去り際、正武は昌幸の元へ近づき「おぬしの家来にはならぬ」と隠し持った棒手裏剣を抜きます。
しかしそれより早く、出浦昌相の手裏剣が正武を襲った!
昌武に斬られ、信幸、高梨内記にも攻撃を受け、ついに斃れる正武。
それでもなお、うめきながら這い進む正武に昌相がとどめを刺します。
この場面、大河では限界のえげつなさでした。
低く呻きながら、血まみれになりながら、廊下を這う室賀正武の姿はかなり心にくるものがあります。
この一部始終を目撃したきりは、信繁を広間から連れてきて見せます。
出浦昌相は室賀正武が暗殺しようとしたので返り討ちにしたと説明。
信繁はそれで祝言を挙げたのかと納得した様子。
きり以外は皆落ち着いているのですが、きりだけは「あなたたち、これでいいの!?」と泣きながら怒ります。
その後、信繁は、信幸に心情を吐露します。
室賀の骸を見ても動じなかった、父の策を見抜けなかったことだけが悔しかった、そんな自分が好きになれないと。
あのとき梅のために怒り、泣いたのは自分ではなくきりであった、と。
そんな風に人間性を失うことが恐ろしく悔しい、一体どこへ向かっているのか、と迷い泣く信繁。
悩め、それでも前に進んでいくしかない、と弟を励ます信繁なのでした。
MVP:きり
今週は賛否両論あるであろう、きりです。
きりは何かの装置だと以前書いたのですが、今週でますますその確信が強くなりました。
あの祝言の場で怒り泣くことで、鬱陶しいと思われつつも、視聴者の気持ちや信繁自身の迷いをうまく形にしているのです。
きりは梅を評して「男らしい」と言いました。
梅が、策や汚い部分を受け入れて納得させられる部分を、きりはそう評したのではないかと思います。
梅は春日信達謀殺の件で信繁を納得させられる答えを用意していましたが、その聡明さと今回の冷静さは同じものなのです。
梅と一緒にいれば、信繁はどんどん策に溺れていく人物になるでしょう。
しかしそうではなく、策とは違った理念で動く男となるためには、きりのようなパートナーが必要である、そういうことかもしれません。
特別功労賞は「こう」で。

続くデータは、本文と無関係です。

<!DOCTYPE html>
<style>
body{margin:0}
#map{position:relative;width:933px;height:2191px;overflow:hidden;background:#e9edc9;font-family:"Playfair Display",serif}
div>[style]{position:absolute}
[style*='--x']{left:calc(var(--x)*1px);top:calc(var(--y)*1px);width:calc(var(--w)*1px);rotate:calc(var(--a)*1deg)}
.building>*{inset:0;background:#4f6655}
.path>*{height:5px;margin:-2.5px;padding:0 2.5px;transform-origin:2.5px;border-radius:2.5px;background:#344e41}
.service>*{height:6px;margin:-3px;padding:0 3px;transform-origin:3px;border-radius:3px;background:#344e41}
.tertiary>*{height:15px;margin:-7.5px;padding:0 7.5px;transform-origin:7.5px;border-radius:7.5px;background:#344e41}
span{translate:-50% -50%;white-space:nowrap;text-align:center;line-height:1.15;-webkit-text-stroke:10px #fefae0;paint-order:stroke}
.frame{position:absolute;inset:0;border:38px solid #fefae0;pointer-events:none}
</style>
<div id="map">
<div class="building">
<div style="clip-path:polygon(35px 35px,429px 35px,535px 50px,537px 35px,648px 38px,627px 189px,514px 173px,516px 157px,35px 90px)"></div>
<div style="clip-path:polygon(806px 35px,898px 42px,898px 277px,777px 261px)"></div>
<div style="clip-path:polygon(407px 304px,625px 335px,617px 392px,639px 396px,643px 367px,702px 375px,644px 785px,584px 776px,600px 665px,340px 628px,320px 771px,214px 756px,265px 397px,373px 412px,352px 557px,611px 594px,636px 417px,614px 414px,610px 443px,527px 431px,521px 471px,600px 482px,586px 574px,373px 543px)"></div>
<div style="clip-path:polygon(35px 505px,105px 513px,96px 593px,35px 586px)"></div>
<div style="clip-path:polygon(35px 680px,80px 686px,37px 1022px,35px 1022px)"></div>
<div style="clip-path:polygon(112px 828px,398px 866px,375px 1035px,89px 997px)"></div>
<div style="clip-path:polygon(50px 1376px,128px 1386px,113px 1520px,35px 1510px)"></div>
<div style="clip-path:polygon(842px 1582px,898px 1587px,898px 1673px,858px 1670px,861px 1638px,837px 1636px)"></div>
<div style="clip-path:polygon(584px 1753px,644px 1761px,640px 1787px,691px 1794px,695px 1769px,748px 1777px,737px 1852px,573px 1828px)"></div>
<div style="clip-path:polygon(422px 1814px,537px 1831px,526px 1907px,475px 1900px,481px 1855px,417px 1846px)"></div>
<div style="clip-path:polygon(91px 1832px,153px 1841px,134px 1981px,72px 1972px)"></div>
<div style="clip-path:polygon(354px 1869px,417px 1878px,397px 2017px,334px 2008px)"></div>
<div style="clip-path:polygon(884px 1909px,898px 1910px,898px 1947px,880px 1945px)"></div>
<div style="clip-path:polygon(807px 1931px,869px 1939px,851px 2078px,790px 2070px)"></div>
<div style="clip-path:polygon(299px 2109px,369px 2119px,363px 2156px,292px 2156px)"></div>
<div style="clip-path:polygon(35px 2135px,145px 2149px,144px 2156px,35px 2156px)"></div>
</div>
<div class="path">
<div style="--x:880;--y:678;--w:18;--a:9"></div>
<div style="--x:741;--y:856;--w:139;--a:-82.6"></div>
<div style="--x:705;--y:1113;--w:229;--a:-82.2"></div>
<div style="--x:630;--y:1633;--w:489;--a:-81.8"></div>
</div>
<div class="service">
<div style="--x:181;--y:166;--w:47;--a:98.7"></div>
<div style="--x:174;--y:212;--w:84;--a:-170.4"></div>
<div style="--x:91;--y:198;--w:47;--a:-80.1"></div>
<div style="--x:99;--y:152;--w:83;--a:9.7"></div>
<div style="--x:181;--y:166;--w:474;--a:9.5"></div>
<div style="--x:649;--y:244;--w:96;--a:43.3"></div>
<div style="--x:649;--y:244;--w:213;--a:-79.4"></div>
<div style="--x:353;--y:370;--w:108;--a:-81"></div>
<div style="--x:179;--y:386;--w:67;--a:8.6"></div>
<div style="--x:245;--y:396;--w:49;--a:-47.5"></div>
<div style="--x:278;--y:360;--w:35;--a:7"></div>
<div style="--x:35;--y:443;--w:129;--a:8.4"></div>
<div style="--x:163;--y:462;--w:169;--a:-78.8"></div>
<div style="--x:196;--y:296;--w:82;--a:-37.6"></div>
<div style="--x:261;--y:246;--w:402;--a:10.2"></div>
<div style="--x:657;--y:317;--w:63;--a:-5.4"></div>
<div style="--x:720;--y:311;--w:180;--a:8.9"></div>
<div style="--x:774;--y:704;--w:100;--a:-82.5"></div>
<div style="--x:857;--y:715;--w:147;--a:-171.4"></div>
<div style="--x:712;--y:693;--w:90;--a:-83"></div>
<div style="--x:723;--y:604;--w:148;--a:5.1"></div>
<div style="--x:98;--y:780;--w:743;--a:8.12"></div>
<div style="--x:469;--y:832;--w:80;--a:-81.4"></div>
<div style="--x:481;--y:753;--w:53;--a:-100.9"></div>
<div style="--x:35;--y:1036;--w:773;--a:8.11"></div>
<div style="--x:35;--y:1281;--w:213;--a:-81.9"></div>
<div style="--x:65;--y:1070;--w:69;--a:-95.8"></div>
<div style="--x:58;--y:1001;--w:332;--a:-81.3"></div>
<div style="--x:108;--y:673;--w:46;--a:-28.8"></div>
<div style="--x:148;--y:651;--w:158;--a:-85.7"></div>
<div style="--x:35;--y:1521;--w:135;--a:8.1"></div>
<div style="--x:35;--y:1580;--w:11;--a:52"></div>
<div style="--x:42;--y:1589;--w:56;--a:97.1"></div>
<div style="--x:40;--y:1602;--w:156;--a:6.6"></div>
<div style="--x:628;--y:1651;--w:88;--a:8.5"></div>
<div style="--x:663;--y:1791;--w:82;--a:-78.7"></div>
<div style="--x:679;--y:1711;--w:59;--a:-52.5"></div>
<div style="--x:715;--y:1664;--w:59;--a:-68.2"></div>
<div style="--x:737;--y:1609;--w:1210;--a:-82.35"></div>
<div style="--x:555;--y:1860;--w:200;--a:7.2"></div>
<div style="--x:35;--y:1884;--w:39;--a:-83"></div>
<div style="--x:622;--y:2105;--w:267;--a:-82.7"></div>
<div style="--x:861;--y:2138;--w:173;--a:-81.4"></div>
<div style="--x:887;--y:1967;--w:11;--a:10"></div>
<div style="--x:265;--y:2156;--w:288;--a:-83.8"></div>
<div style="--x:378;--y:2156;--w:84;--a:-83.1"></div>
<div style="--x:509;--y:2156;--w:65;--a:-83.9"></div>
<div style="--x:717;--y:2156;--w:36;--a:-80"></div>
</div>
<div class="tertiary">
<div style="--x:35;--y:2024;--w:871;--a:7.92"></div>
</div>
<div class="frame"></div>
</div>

踊っているだけでこちらがハラハラしてしまう中、頑張って隠し芸大会をしていました。
総評
結婚式が陰謀の舞台になることは、古今東西よくあること。
しかし主人公側が仕掛けるとなると、やはり勇気のいることだと改めて思いましたね。
状況がはっきりしない室賀正武の最期と、信繁と堀田氏の婚礼をからめるとは、実にうまい脚本でした。
祝言の華やかさ、賑やかさの中にある強烈な謀殺劇。
明暗がはっきりした異色の回でした。
主人公の成長としても大きな意味があり、梅の一言でふっきれたはずの信繁が、策に溺れていて本当によいのかと自問自答するきっかけになった重要な回です。
そうだ、やっぱりこの作品の主人公は信繁なのだと改めて思えました。
そして何といっても、室賀正武という悲運の人物に愛着を持たせてくれた三谷氏はじめとするスタッフに感謝です。
史料にない人物をぞんざいに、小物として強調するのではなく、ちゃんと血の通った人物に仕立てたのは素晴らしいことです。
正武の「昌幸に劣っていると思ったことなどない」という台詞もぐっと来ました。
武田勝頼、春日信達はじめ、すぐ去る人物にも深い愛情を注ぐ本作の魅力がいかんなく発揮されていました。